The protein in the high-concentration saline solution is retained on the column, and eluted from the column in low-salt or aqueous solution. Therefore, it is especially suitable for the mother liquor after precipitation and separation of concentrated ammonium sulfate solution, and the solution containing target products after the precipitation is dissolved with salt to be directly injected into the column.
7mol/ guanidine hydrochloride or 8mol/L urea is also suitable for the treatment of Escherichia coli protein extract directly injected into the column, and the separation was also performed at the same time of renaturation.
7 Density
The density of most proteins is between 1.3~1.4g/cm3. This property is generally not commonly used in protein fractionation.
However, the density of proteins containing a large amount of phosphate or lipid is obviously different from that of common proteins, so most of the proteins can be separated by density gradient centrifugation.

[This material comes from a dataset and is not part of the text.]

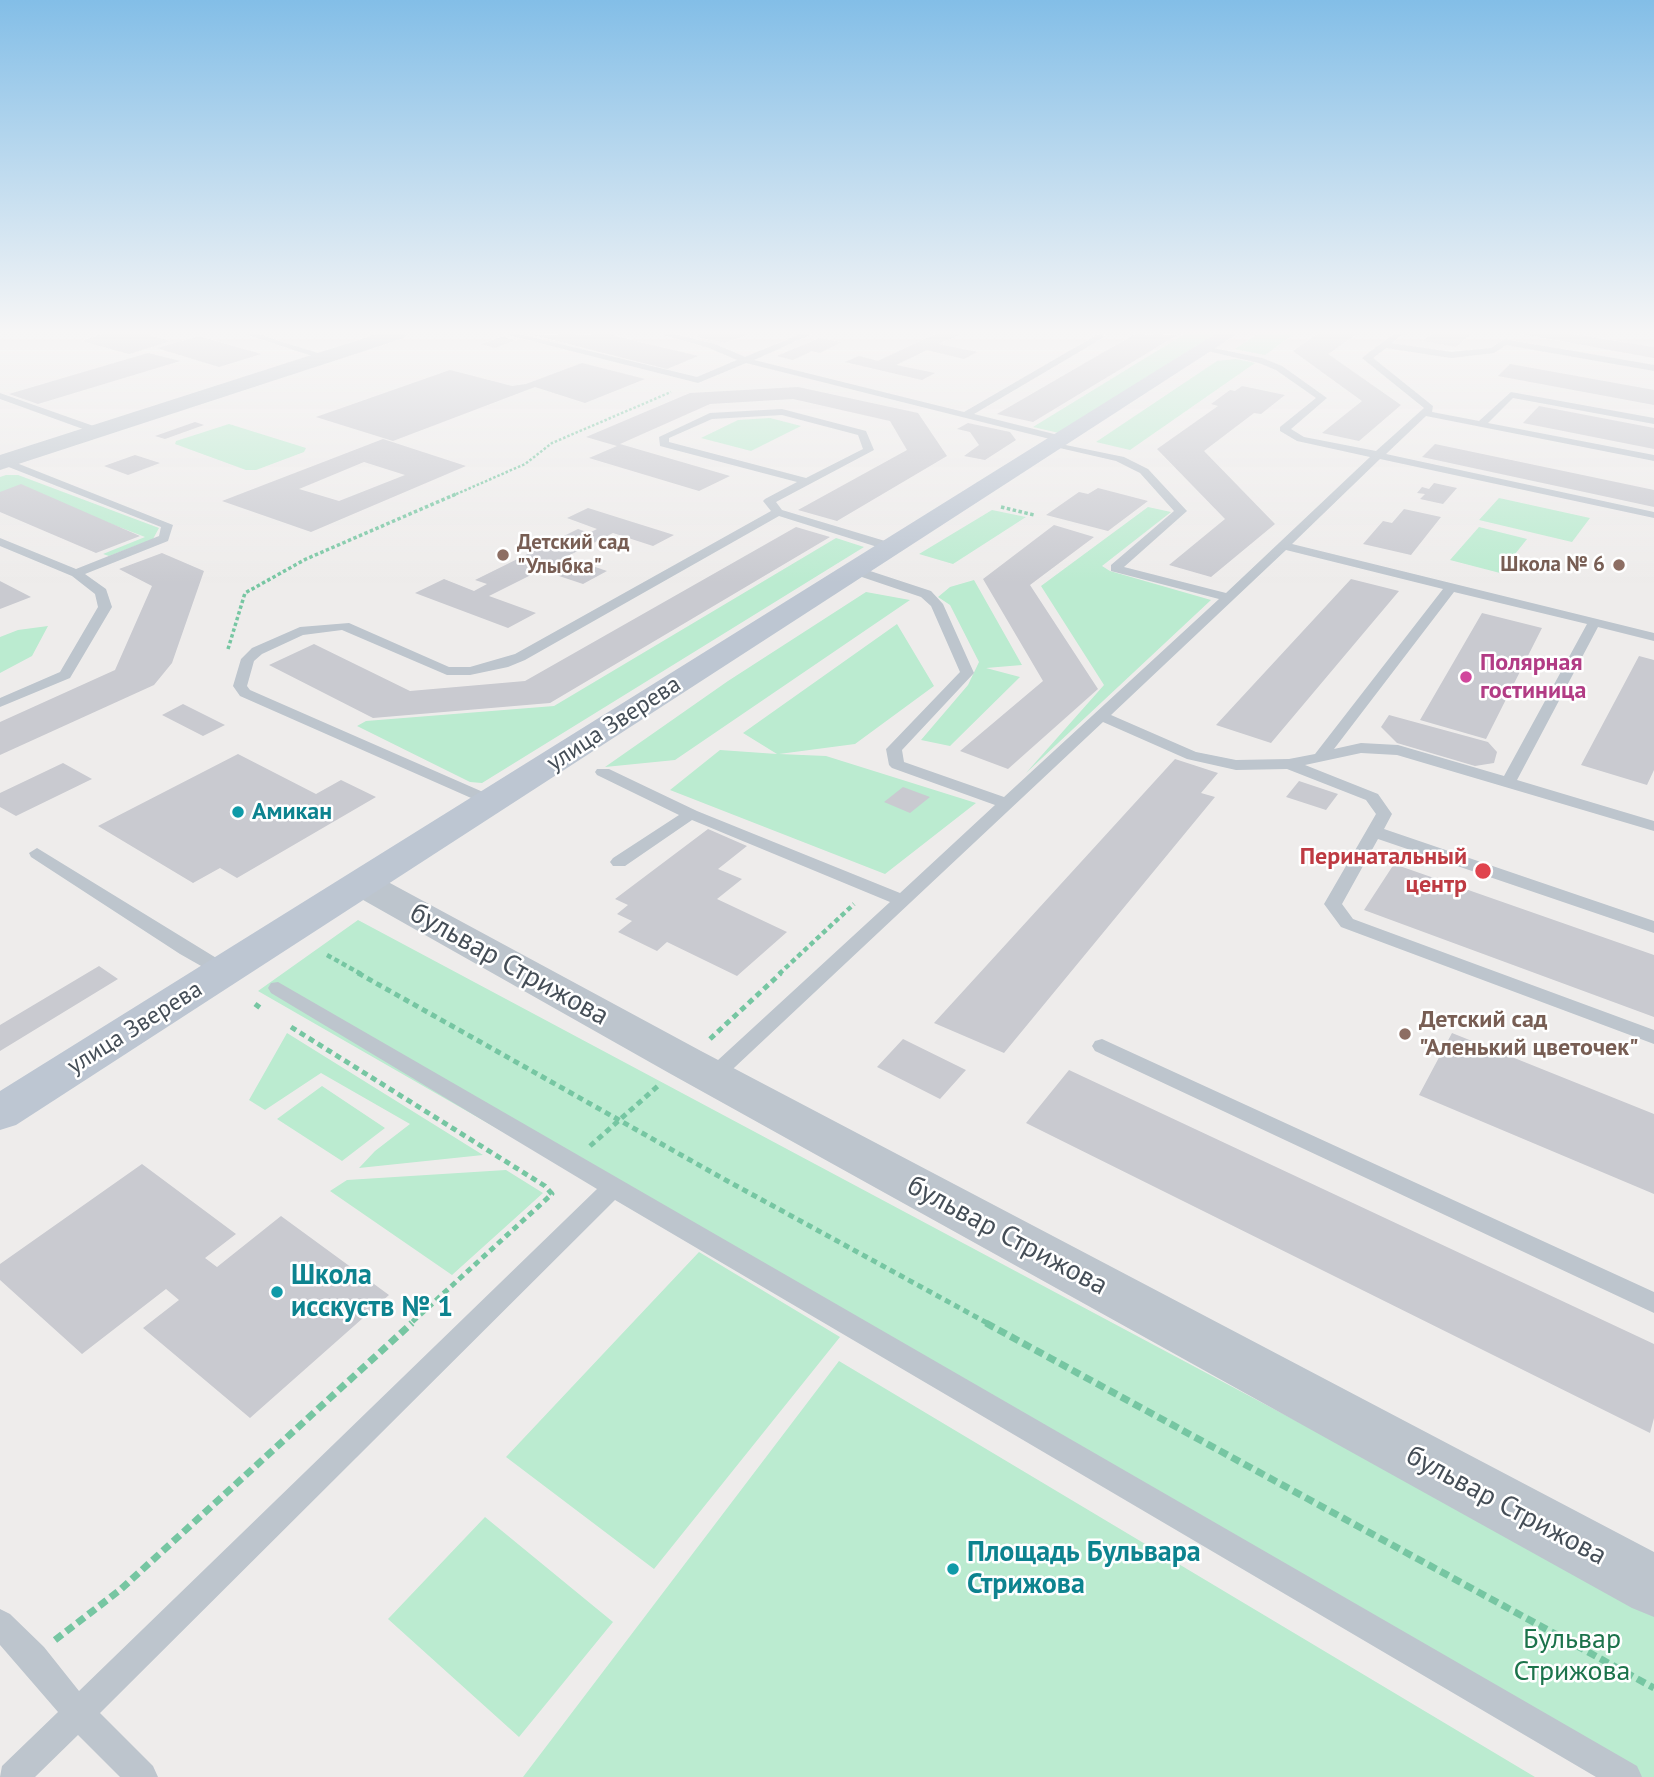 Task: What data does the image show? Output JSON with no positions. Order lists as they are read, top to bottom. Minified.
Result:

8 Purification Marker Constructed By Genetic Engineering
By changing the cDNA to add few extra amino acids at the amino-terminal or carboxyl-terminal of the expressed protein, it can be used as an effective basis for purification.
8.1 GST Fusion Vector
The protein to be expressed is expressed together with glutathione S-transferase, and then purified with Glutathione Sepharose 4B, and then cut with thrombin or factor Xa.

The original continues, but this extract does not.